The notebook requires either serverless compute or a cluster running Databricks Runtime 15.2 or above. When continuously monitoring production traffic on endpoints with a large number of requests, we recommend setting a more frequent schedule. For instance, an hourly schedule would work well for an endpoint with more than 10,000 requests per hour and a 10% sample rate.

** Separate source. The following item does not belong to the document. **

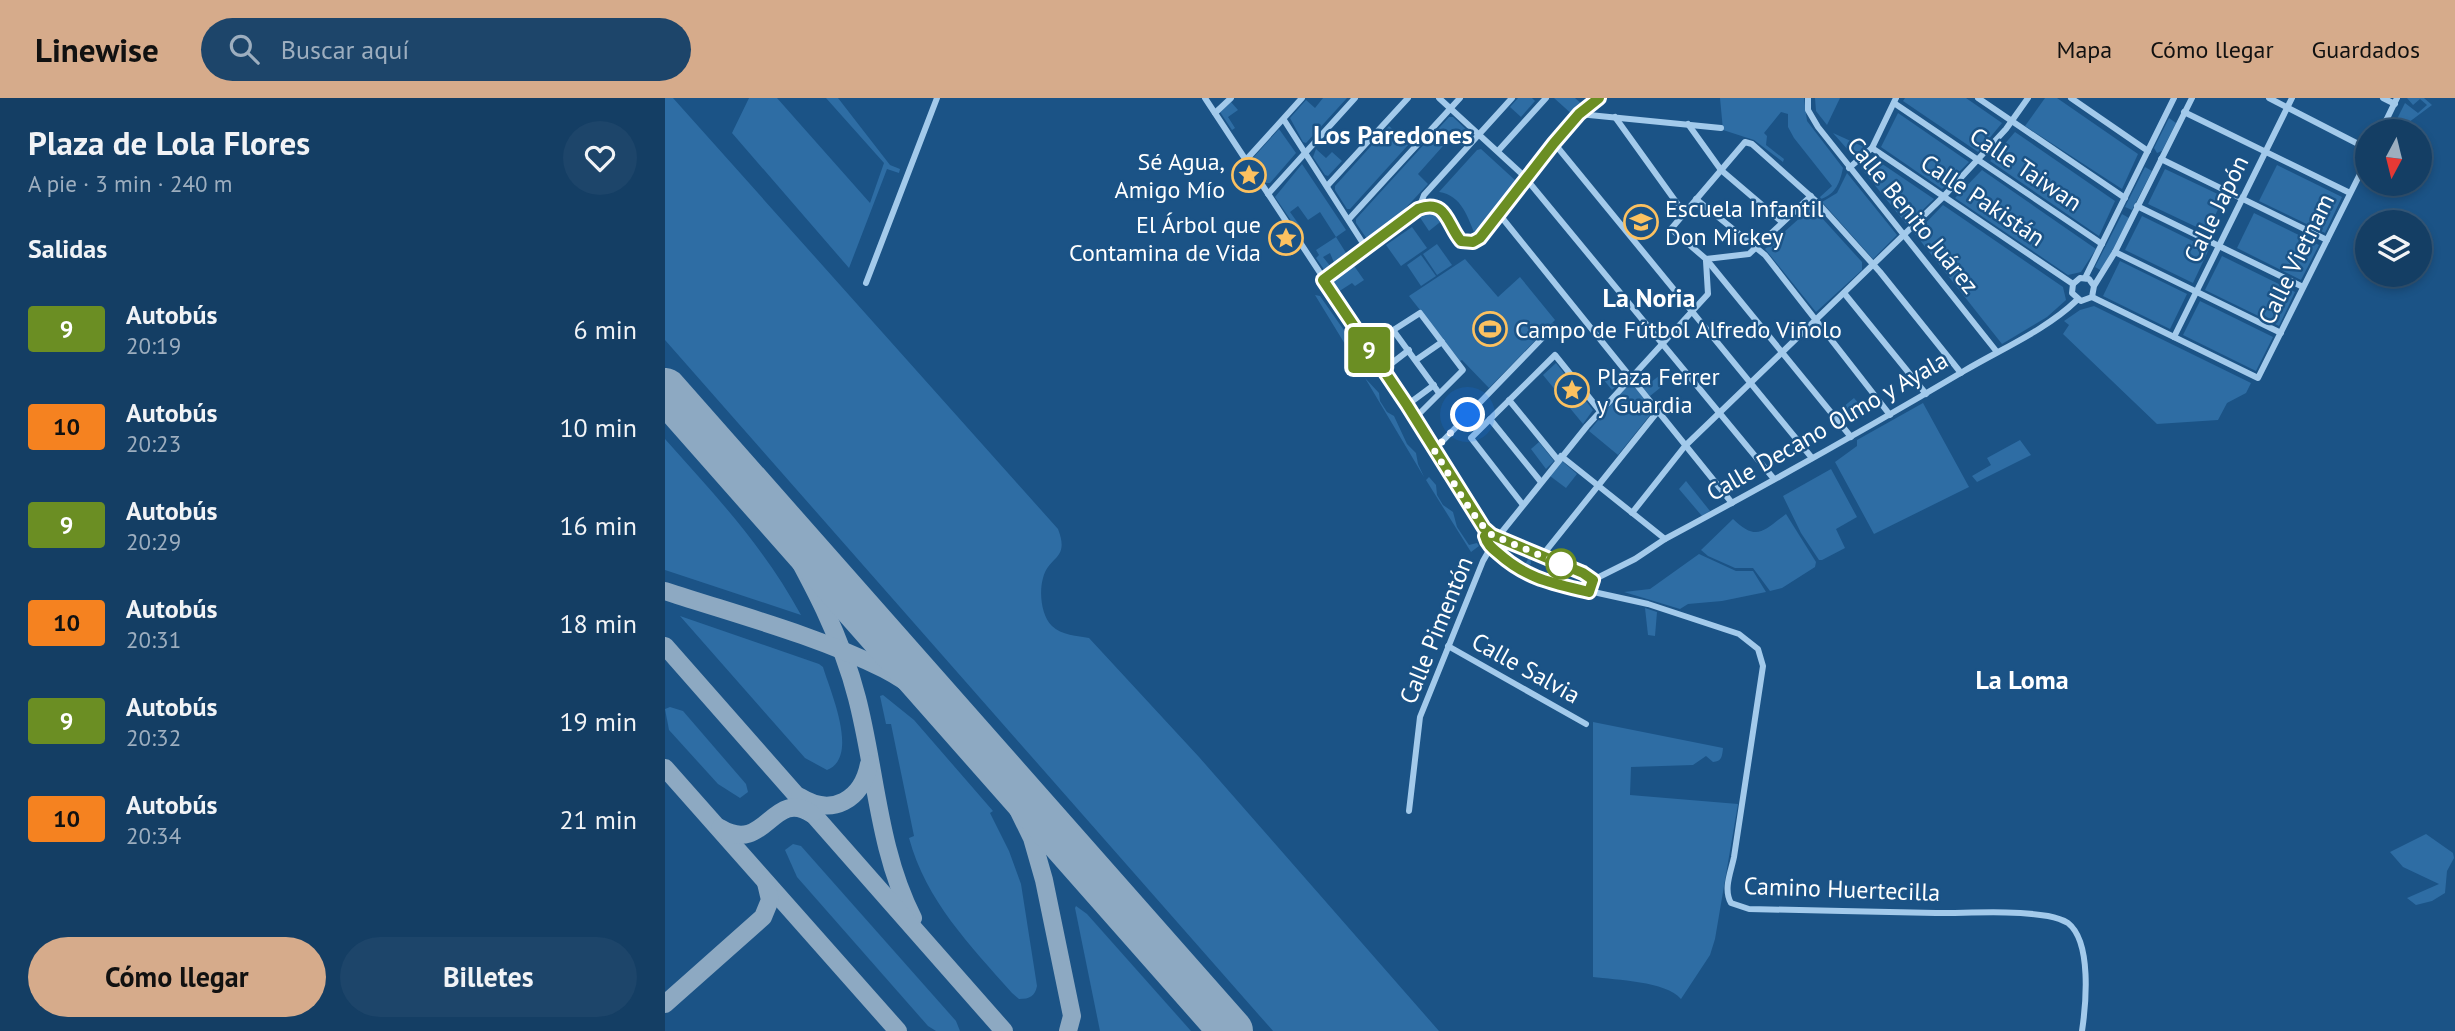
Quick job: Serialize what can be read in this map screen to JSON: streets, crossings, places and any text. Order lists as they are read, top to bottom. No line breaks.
{"streets":{"street":["Calle Taiwan","Calle Pakistán","Calle Japón","Calle Benito Juárez","Calle Vietnam","Calle Decano Olmo y Ayala","Calle Pimentón","Calle Salvia","Camino Huertecilla"]},"crossings":[["Calle Pakistán","Calle Decano Olmo y Ayala"],["Calle Japón","Calle Vietnam"],["Calle Benito Juárez","Calle Decano Olmo y Ayala"],["Calle Pimentón","Calle Salvia"]],"districts":["Los Paredones","La Noria","La Loma"],"places":{"place":["Sé Agua, Amigo Mío","El Árbol que Contamina de Vida","Plaza Ferrer y Guardia"],"school or university":["Escuela Infantil Don Mickey"],"sports":["Campo de Fútbol Alfredo Viñolo"]},"lines":["bus line 9"],"north":"bottom","page":{"header":"Linewise","search":"Buscar aquí","nav":["Mapa","Cómo llegar","Guardados"],"heading":[["Plaza de Lola Flores","A pie · 3 min · 240 m"],"Salidas"],"on_map":"9","list":[{"mark":"9","name":"Autobús","note":"20:19","value":"6 min"},{"mark":"10","name":"Autobús","note":"20:23","value":"10 min"},{"mark":"9","name":"Autobús","note":"20:29","value":"16 min"},{"mark":"10","name":"Autobús","note":"20:31","value":"18 min"},{"mark":"9","name":"Autobús","note":"20:32","value":"19 min"},{"mark":"10","name":"Autobús","note":"20:34","value":"21 min"}],"buttons":["Cómo llegar","Billetes"]}}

Run Agent Evaluation on production traffic notebook

Open notebook in new tab

Create alerts on evaluation metrics

After you schedule the notebook to run periodically, you can add alerts to be notified when quality metrics dip lower than expected. These alerts are created and used the same way as other Databricks SQL alerts. First, create a Databricks SQL query on the evaluation requests log table generated by the example notebook. The following code shows an example query over the evaluation requests table, filtering requests from the past hour:

SQL
SELECT
`request_date`,
AVG(pass_indicator) as avg_pass_rate
FROM (
SELECT
*,
CASE
WHEN `response/overall_assessment/rating` = 'yes' THEN 1
WHEN `response/overall_assessment/rating` = 'no' THEN 0
ELSE NULL
END AS pass_indicator
-- The eval requests log table is generated by the example notebook
FROM {eval_requests_log_table_name}
WHERE `request_date` >= CURRENT_TIMESTAMP() - INTERVAL 1 DAY
)
GROUP BY ALL

Then, create a Databricks SQL alert to evaluate the query at a desired frequency, and send a notification if the alert is triggered. The following image shows an example configuration to send an alert when the overall pass rate falls below 80%.

online monitoring alert config

By default, an email notification is sent. You can also set up a webhook or send notifications to other applications such as Slack or PagerDuty.